## What the task requires
Only the lines from the start of the data through the line containing "0 #7b6c5a) drop-shadow(-1px" should be written out, exactly as they are, with both ends included and the pictures left out.

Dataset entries
BEGIN

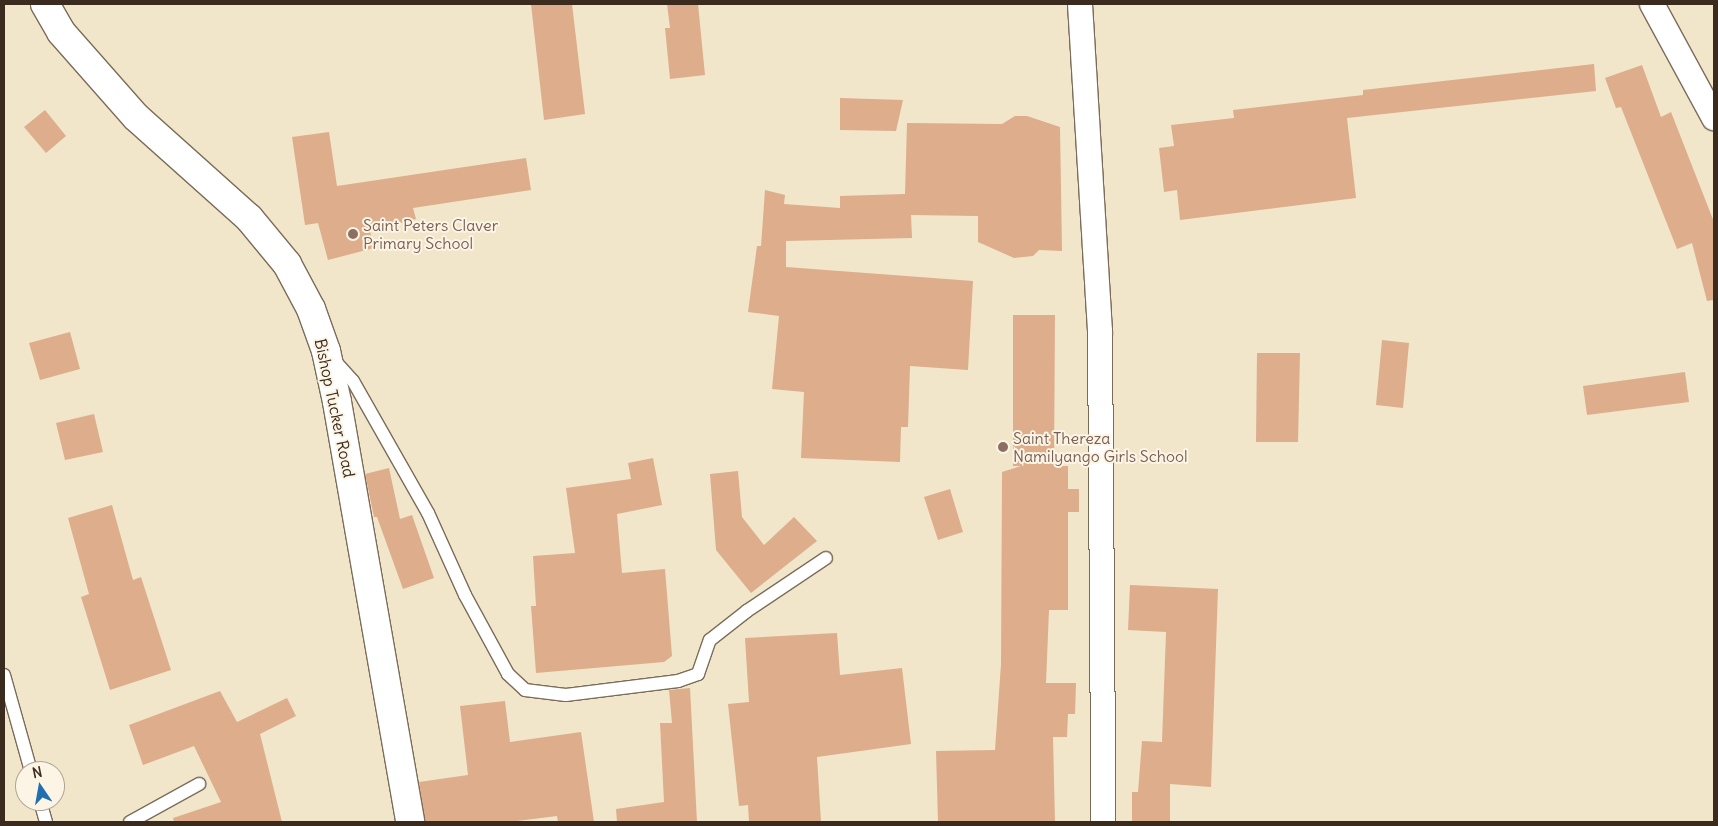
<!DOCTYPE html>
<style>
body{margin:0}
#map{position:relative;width:1718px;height:826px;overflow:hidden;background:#f1e6c9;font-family:Delius,sans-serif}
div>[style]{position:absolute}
.building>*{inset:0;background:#ddad8c}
.roads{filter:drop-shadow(1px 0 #7b6c5a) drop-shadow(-1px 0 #7b6c5a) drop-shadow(0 1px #7b6c5a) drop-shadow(0 -1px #7b6c5a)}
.service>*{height:12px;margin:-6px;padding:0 6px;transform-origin:6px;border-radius:6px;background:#fff}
.minor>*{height:24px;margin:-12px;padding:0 12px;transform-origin:12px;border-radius:12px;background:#fff}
.secondary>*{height:28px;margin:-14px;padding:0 14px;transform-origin:14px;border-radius:14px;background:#fff}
.dots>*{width:14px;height:14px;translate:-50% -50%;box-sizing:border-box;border:2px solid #fcf5e5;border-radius:50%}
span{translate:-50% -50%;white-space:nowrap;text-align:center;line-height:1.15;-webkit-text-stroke:4px #fcf5e5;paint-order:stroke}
.education-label{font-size:16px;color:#785e54}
.left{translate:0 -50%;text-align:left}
.street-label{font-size:16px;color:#3b2a1e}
.frame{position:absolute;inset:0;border:5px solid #3b2a1e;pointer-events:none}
.north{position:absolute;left:15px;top:761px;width:50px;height:50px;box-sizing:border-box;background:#fcf5e5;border:1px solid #afa495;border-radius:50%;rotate:348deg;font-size:14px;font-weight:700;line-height:20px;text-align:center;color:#3b2a1e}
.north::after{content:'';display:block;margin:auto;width:18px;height:22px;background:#1f6fb2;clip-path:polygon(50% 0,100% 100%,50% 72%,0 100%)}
</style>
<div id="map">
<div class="building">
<div style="clip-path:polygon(531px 4px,572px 4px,585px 114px,544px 120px)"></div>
<div style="clip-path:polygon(667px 4px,698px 4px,705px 75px,670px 79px,665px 28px,670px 28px)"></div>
<div style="clip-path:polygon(1594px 64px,1596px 91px,1347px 118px,1356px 198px,1180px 220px,1177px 190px,1164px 192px,1159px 148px,1174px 146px,1171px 125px,1234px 118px,1233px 110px,1363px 95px,1363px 90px)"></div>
<div style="clip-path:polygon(1642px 65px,1661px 117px,1671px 112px,1714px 222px,1714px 300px,1707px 301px,1692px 243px,1677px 249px,1621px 107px,1616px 108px,1605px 78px)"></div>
<div style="clip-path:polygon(840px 98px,903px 100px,896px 131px,840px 130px)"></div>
<div style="clip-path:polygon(45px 110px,66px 136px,46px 153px,24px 127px)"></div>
<div style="clip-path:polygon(1015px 116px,1027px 116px,1060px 127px,1062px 251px,1039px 250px,1033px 256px,1014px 258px,978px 242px,978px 216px,911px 215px,912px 238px,786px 241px,786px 267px,973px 281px,968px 370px,910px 366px,908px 427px,901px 427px,900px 462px,801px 458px,804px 392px,772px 389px,779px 316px,748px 312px,757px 246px,761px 246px,765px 190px,785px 195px,784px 204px,840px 208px,840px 196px,905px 194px,907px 123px,1002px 124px)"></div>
<div style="clip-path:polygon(329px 132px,337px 186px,526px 158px,531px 190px,413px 208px,416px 219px,370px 231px,374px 248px,328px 260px,318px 223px,305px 225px,292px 137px)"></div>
<div style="clip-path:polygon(1013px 315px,1055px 315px,1054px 466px,1068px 466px,1068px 489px,1079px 489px,1079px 512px,1068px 512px,1068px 610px,1049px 610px,1046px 683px,1076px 683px,1075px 714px,1068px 714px,1067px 737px,1053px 737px,1055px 822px,938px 822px,936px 751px,995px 750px,1001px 664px,1002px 472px,1021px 466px,1013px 466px)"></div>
<div style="clip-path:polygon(70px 332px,80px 369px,40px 380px,29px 343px)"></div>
<div style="clip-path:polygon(1382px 340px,1409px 343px,1403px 408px,1376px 405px)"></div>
<div style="clip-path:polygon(1257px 353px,1300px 353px,1298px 442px,1256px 442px)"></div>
<div style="clip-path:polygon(1685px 372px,1689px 402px,1587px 415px,1583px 386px)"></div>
<div style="clip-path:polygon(94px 414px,103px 452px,65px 460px,56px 423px)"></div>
<div style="clip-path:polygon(653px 458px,662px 505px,617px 514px,622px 573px,665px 569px,672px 656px,664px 662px,536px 673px,531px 606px,536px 606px,533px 556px,575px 553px,566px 488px,631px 479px,628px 463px)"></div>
<div style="clip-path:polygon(389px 468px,400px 519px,412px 515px,434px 578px,403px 589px,377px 517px,374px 517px,365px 474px)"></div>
<div style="clip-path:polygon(738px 471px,742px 517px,764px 545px,794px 517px,817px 541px,751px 593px,716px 550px,710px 474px)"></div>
<div style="clip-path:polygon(950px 489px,963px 532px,938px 540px,924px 497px)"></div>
<div style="clip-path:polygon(112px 505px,133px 580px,141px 577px,171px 670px,110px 690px,81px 597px,89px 594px,68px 518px)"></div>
<div style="clip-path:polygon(1130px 585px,1218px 589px,1211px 787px,1170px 784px,1170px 822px,1132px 822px,1132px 792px,1138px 792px,1142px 741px,1162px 742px,1166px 632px,1128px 630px)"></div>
<div style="clip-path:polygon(837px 633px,840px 675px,902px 668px,911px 744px,817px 757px,821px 822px,749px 822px,748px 805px,739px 806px,728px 704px,749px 702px,745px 638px)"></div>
<div style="clip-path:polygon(690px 688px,697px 822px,617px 822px,616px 809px,664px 802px,660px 723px,672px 723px,669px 690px)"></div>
<div style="clip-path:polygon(220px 691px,237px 722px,287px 698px,296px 716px,260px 734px,282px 822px,174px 822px,173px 818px,221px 802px,194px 746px,143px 765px,129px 725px)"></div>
<div style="clip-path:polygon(505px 701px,510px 742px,581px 732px,594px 822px,558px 822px,557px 816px,509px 822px,425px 822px,419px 782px,468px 775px,460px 706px)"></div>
</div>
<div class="roads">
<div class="service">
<div style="left:334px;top:360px;width:28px;rotate:48deg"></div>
<div style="left:353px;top:381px;width:152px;rotate:60.4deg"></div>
<div style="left:428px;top:513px;width:90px;rotate:65.7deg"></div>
<div style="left:465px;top:595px;width:90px;rotate:61.4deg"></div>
<div style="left:508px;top:674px;width:23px;rotate:43deg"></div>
<div style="left:525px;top:690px;width:41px;rotate:7deg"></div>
<div style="left:566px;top:695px;width:113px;rotate:-7.1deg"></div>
<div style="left:678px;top:681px;width:21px;rotate:-19deg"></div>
<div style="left:698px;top:674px;width:36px;rotate:-71deg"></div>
<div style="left:710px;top:640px;width:47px;rotate:-38.1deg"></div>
<div style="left:747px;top:611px;width:95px;rotate:-33.9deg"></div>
<div style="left:4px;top:675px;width:100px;rotate:74.3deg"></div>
<div style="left:40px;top:801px;width:22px;rotate:74deg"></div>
<div style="left:130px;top:822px;width:79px;rotate:-28.8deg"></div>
</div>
<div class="minor">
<div style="left:1080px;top:4px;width:328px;rotate:86.5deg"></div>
<div style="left:1100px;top:331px;width:491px;rotate:89.6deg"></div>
<div style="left:1652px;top:4px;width:130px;rotate:61.5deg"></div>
</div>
<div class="secondary">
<div style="left:45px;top:4px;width:32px;rotate:60deg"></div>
<div style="left:61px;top:32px;width:113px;rotate:48.6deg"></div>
<div style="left:136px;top:117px;width:152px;rotate:41.8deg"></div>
<div style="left:249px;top:218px;width:60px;rotate:50.4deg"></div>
<div style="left:287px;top:264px;width:51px;rotate:61.9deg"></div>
<div style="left:311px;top:309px;width:45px;rotate:70.3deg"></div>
<div style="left:326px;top:351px;width:52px;rotate:77.8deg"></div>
<div style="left:337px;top:402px;width:426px;rotate:80.1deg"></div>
</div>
</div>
<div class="dots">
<div style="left:353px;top:234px;background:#8d6e63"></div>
<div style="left:1003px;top:447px;background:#8d6e63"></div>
</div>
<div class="education-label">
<span class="left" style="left:363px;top:234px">Saint Peters Claver<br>Primary School</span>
<span class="left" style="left:1013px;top:447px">Saint Thereza<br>Namilyango Girls School</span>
</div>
<div class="street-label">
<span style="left:335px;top:408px;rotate:78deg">Bishop Tucker Road</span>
</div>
<div class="frame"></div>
<div class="north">N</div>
</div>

END

## Output for this exercise
<!DOCTYPE html>
<style>
body{margin:0}
#map{position:relative;width:1718px;height:826px;overflow:hidden;background:#f1e6c9;font-family:Delius,sans-serif}
div>[style]{position:absolute}
.building>*{inset:0;background:#ddad8c}
.roads{filter:drop-shadow(1px 0 #7b6c5a) drop-shadow(-1px 0 #7b6c5a) drop-shadow(0 1px #7b6c5a) drop-shadow(0 -1px #7b6c5a)}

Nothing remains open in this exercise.